EXERCISE: Search the records for lines with the word "roads" and copy each match.

MATERIAL FOR THIS EXERCISE:
+ + + + +
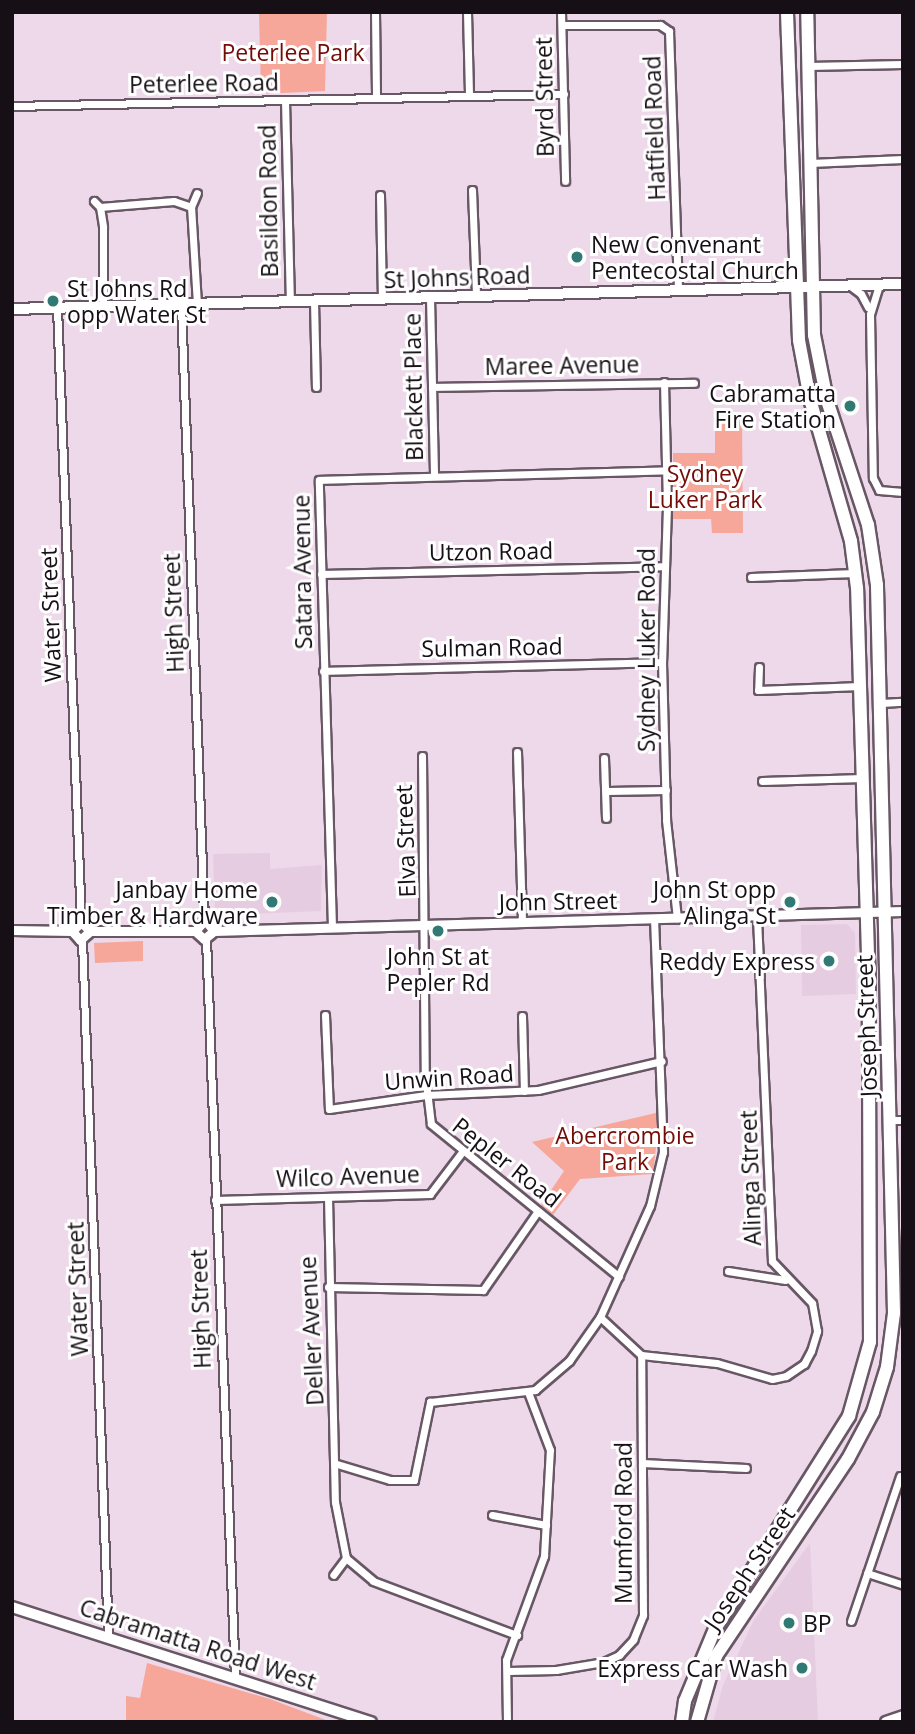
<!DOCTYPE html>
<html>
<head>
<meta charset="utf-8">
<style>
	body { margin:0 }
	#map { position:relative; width:915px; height:1734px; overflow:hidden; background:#edd9e9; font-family:"Open Sans",sans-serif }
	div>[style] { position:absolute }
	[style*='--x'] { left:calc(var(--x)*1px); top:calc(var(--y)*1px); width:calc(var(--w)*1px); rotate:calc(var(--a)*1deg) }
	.built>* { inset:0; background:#e6cce1 }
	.green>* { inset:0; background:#f6a79a }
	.roads { filter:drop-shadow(2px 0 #685765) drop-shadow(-2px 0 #685765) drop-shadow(0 2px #685765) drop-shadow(0 -2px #685765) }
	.minor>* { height:7px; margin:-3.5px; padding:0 3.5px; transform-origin:3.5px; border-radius:3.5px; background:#fff }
	.tertiary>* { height:9px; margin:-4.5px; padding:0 4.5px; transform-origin:4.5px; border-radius:4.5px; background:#fff }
	.secondary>* { height:10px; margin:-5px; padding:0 5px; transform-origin:5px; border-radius:5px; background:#fff }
	.primary>* { height:10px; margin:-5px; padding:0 5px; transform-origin:5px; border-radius:5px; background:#fff }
	.trunk>* { height:12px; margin:-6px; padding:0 6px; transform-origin:6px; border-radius:6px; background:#fff }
	.dots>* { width:19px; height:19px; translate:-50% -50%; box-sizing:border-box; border:4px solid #fff; border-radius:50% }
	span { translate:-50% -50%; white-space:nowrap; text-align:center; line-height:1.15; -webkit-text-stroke:6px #fff; paint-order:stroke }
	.park-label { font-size:23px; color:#740b06 }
	.street-label { font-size:23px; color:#160f15 }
	.poi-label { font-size:23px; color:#160f15 }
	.left { translate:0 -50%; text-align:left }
	.right { translate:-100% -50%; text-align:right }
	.frame { position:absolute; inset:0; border:14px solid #160f15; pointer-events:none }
</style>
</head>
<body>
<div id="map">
	<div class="built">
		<div style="clip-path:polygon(270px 853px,270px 869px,322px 865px,321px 911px,220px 915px,215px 910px,213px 854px)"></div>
		<div style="clip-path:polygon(847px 924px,855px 933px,856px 994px,802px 996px,801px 925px)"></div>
		<div style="clip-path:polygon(810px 1543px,818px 1722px,713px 1722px,723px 1685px,754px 1620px)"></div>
	</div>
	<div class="green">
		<div style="clip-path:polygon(259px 12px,327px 12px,325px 91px,261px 94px)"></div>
		<div style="clip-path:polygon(715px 417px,742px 417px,743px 533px,712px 533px,711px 519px,673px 519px,673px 453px,715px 453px)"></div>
		<div style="clip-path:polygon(143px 941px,143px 961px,95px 963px,94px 943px)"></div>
		<div style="clip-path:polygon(660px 1112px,653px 1174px,580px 1179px,553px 1215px,541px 1205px,564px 1171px,532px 1142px)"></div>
		<div style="clip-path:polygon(147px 1663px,270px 1699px,331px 1722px,126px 1722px,126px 1696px,140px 1698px)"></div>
	</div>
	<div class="roads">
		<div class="minor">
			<div style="--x:375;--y:12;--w:86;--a:89.3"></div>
			<div style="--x:467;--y:12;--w:84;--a:88.6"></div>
			<div style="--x:561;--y:12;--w:169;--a:88.6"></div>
			<div style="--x:562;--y:25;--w:98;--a:0"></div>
			<div style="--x:660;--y:25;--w:11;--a:34"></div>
			<div style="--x:669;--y:31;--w:259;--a:88"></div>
			<div style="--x:808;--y:66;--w:95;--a:-1.2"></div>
			<div style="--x:285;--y:100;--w:201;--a:88.6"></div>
			<div style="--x:12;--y:106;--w:552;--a:-1.25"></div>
			<div style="--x:810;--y:163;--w:93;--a:-2.5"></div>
			<div style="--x:472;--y:190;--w:106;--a:87.8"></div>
			<div style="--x:380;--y:195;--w:104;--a:88.9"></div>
			<div style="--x:94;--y:201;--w:8;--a:45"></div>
			<div style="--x:100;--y:207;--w:20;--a:81"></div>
			<div style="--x:103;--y:227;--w:80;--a:90"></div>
			<div style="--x:100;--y:207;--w:74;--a:-4.6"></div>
			<div style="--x:174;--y:201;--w:18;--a:19"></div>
			<div style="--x:849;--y:285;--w:15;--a:37"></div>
			<div style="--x:861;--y:294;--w:15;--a:62"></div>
			<div style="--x:879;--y:285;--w:30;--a:107"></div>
			<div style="--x:870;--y:314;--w:164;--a:89"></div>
			<div style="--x:873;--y:478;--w:13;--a:63"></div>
			<div style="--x:879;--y:490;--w:24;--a:5"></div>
			<div style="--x:430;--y:297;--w:178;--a:88.7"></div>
			<div style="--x:314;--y:301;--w:86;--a:88.7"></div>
			<div style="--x:197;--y:304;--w:97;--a:-93.5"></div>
			<div style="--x:191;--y:207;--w:15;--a:-67"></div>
			<div style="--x:181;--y:305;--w:616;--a:87.86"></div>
			<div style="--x:57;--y:307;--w:615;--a:87.77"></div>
			<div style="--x:664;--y:382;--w:124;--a:88.6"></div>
			<div style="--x:667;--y:506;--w:156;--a:91.8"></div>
			<div style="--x:662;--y:662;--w:158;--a:88.5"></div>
			<div style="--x:666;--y:820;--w:99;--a:83.6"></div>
			<div style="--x:432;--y:387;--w:262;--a:-0.9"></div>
			<div style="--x:321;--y:574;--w:342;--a:-1.3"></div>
			<div style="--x:751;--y:577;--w:105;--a:-2.2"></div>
			<div style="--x:759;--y:667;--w:23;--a:92"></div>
			<div style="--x:758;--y:690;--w:102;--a:-2.2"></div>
			<div style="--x:323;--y:671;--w:339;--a:-1.5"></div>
			<div style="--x:881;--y:703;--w:22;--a:-3"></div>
			<div style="--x:517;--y:752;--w:170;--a:88.3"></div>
			<div style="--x:422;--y:756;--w:318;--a:89.5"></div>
			<div style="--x:425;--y:1074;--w:50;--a:83.2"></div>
			<div style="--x:431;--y:1124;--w:242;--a:39.1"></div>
			<div style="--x:604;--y:758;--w:60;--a:88.1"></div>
			<div style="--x:762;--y:781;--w:101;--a:-1.7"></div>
			<div style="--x:607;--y:791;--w:59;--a:-1"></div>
			<div style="--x:332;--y:927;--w:447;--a:-91.7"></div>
			<div style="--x:319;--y:480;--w:348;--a:-1.6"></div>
			<div style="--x:206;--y:939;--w:740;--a:87.75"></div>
			<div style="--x:82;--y:940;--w:697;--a:87.86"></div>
			<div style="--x:325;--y:1015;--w:94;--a:87.6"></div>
			<div style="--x:329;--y:1109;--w:98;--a:-8.2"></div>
			<div style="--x:426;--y:1095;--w:112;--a:-2.6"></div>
			<div style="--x:538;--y:1090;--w:127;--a:-13.2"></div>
			<div style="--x:522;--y:1016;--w:75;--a:88.5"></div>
			<div style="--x:890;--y:1120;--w:13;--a:0"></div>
			<div style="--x:328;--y:1197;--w:305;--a:88.7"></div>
			<div style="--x:335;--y:1502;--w:57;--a:78.9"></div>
			<div style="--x:346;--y:1558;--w:21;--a:127"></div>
			<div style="--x:215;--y:1200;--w:215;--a:-1.6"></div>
			<div style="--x:430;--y:1194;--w:53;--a:-52.7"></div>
			<div style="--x:728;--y:1271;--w:58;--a:9"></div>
			<div style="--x:328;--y:1287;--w:155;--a:1.1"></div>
			<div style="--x:483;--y:1290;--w:96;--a:-55.2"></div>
			<div style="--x:600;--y:1317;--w:56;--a:42.8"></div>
			<div style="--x:641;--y:1355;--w:76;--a:6"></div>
			<div style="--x:717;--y:1363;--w:57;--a:16.2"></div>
			<div style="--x:772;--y:1379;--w:14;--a:-12"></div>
			<div style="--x:786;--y:1376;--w:22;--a:-34"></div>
			<div style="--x:804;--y:1364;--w:15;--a:-62"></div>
			<div style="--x:811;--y:1351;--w:21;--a:-73"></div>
			<div style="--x:817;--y:1331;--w:28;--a:-100"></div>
			<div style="--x:812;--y:1303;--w:58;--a:-133.6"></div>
			<div style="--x:772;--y:1261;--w:346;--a:-92.5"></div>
			<div style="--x:642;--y:1463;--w:104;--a:2.8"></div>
			<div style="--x:337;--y:1464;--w:55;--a:16.8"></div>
			<div style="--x:390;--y:1480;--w:24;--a:0"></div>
			<div style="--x:414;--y:1480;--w:80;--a:-78.4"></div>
			<div style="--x:430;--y:1402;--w:106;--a:-6.5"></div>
			<div style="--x:535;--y:1390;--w:45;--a:-40.5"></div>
			<div style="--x:569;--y:1361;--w:54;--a:-54.8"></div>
			<div style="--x:600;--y:1317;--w:122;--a:-65.8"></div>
			<div style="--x:650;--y:1206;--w:56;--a:-76.5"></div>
			<div style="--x:663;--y:1152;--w:234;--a:-92.2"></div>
			<div style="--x:492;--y:1515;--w:55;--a:10.5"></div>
			<div style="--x:346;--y:1558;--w:35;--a:40"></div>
			<div style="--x:373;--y:1581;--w:154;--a:20.6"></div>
			<div style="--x:867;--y:1573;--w:38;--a:18"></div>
			<div style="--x:851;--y:1621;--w:153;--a:-71.3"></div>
			<div style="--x:508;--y:1671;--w:48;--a:-1.2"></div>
			<div style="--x:556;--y:1670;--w:49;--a:-9.5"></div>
			<div style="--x:604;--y:1662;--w:17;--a:-25"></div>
			<div style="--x:619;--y:1655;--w:21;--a:-47"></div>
			<div style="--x:633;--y:1640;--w:27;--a:-68"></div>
			<div style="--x:643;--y:1615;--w:260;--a:-90.4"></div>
			<div style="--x:507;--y:1722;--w:62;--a:-90.9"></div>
			<div style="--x:506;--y:1660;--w:111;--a:-69.9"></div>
			<div style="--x:544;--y:1556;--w:106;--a:-86.8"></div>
			<div style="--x:550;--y:1450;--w:62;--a:-110.8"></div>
		</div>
		<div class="tertiary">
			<div style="--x:12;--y:930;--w:60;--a:1"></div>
			<div style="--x:72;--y:931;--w:13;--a:-45"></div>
			<div style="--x:81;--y:922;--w:13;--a:45"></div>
			<div style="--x:72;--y:931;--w:12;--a:48"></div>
			<div style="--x:80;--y:940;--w:13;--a:-42"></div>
			<div style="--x:90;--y:931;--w:105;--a:0"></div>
			<div style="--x:195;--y:931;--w:15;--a:-48"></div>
			<div style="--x:205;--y:920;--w:14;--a:51"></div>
			<div style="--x:195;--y:931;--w:12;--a:42"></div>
			<div style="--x:204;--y:939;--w:13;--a:-39"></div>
			<div style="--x:214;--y:931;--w:689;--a:-1.66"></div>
		</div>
		<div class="secondary">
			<div style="--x:12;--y:309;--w:891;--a:-1.61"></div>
		</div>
		<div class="primary">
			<div style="--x:12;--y:1607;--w:377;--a:17.8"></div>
			<div style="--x:886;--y:1722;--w:18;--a:-19"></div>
		</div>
		<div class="trunk">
			<div style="--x:682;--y:1722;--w:21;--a:-82"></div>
			<div style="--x:685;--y:1701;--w:78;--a:-67.4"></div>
			<div style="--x:715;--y:1629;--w:252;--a:-57.8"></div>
			<div style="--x:849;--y:1416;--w:77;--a:-74.2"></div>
			<div style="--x:870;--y:1342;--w:353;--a:-90.2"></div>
			<div style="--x:869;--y:989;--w:401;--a:-91.7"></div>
			<div style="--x:857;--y:588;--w:47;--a:-97.3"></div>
			<div style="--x:851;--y:541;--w:148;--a:-106.1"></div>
			<div style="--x:810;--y:399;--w:60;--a:-100.6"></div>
			<div style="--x:799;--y:340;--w:328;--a:-92.1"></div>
			<div style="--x:697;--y:1722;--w:69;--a:-73.9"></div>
			<div style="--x:716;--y:1656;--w:237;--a:-56.2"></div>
			<div style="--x:848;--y:1459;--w:53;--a:-62"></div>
			<div style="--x:873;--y:1412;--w:47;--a:-72.7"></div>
			<div style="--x:887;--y:1367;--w:54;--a:-82.6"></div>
			<div style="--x:894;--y:1313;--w:728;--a:-91.34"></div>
			<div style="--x:877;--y:585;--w:61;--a:-98.5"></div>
			<div style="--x:868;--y:525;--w:132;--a:-108.2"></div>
			<div style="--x:827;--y:400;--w:66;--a:-101.3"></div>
			<div style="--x:814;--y:335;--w:323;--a:-91.2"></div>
		</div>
	</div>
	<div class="dots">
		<div style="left:577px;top:257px;background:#317975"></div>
		<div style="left:53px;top:301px;background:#317975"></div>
		<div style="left:850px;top:406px;background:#317975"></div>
		<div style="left:272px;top:902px;background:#317975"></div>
		<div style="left:790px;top:902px;background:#317975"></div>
		<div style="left:438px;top:931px;background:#317975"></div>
		<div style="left:829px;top:961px;background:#317975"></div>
		<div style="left:789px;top:1623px;background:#317975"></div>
		<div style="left:802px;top:1668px;background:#317975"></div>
	</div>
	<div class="park-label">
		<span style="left:293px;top:52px">Peterlee Park</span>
		<span style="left:705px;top:486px">Sydney<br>Luker Park</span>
		<span style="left:625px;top:1148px">Abercrombie<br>Park</span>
	</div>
	<div class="street-label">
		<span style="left:204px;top:83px;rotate:-1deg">Peterlee Road</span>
		<span style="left:544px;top:97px;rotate:-91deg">Byrd Street</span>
		<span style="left:654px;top:128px;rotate:-92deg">Hatfield Road</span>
		<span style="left:268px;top:201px;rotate:-91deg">Basildon Road</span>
		<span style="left:457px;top:277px;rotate:-2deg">St Johns Road</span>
		<span style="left:562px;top:365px;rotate:-1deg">Maree Avenue</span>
		<span style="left:413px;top:387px;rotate:-91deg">Blackett Place</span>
		<span style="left:491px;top:551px;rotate:-1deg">Utzon Road</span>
		<span style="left:302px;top:572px;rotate:-91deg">Satara Avenue</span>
		<span style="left:173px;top:613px;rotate:-92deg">High Street</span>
		<span style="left:50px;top:615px;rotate:-92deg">Water Street</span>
		<span style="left:492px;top:647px;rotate:-1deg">Sulman Road</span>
		<span style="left:646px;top:650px;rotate:-90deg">Sydney Luker Road</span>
		<span style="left:405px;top:841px;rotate:-92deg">Elva Street</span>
		<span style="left:558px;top:901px;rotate:-1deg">John Street</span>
		<span style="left:866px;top:1026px;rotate:-92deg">Joseph Street</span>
		<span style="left:449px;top:1077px;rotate:-4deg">Unwin Road</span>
		<span style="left:507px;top:1162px;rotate:38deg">Pepler Road</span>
		<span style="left:348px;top:1176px;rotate:-2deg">Wilco Avenue</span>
		<span style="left:750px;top:1178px;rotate:-92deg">Alinga Street</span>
		<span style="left:77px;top:1289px;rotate:-92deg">Water Street</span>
		<span style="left:200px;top:1309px;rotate:-92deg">High Street</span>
		<span style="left:311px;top:1331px;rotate:-93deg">Deller Avenue</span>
		<span style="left:623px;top:1523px;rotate:-90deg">Mumford Road</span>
		<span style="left:749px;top:1568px;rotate:-56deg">Joseph Street</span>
		<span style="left:198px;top:1644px;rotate:18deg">Cabramatta Road West</span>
	</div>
	<div class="poi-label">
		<span class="left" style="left:591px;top:257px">New Convenant<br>Pentecostal Church</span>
		<span class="left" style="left:67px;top:301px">St Johns Rd<br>opp Water St</span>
		<span class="right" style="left:836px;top:406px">Cabramatta<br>Fire Station</span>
		<span class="right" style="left:258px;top:902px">Janbay Home<br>Timber &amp; Hardware</span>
		<span class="right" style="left:776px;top:902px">John St opp<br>Alinga St</span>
		<span style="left:438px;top:969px">John St at<br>Pepler Rd</span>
		<span class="right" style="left:815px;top:961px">Reddy Express</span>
		<span class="left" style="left:803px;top:1623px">BP</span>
		<span class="right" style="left:788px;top:1668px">Express Car Wash</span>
	</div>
	<div class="frame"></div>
</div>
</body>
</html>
+ + + + +
SOLUTION:
	.roads { filter:drop-shadow(2px 0 #685765) drop-shadow(-2px 0 #685765) drop-shadow(0 2px #685765) drop-shadow(0 -2px #685765) }
	<div class="roads">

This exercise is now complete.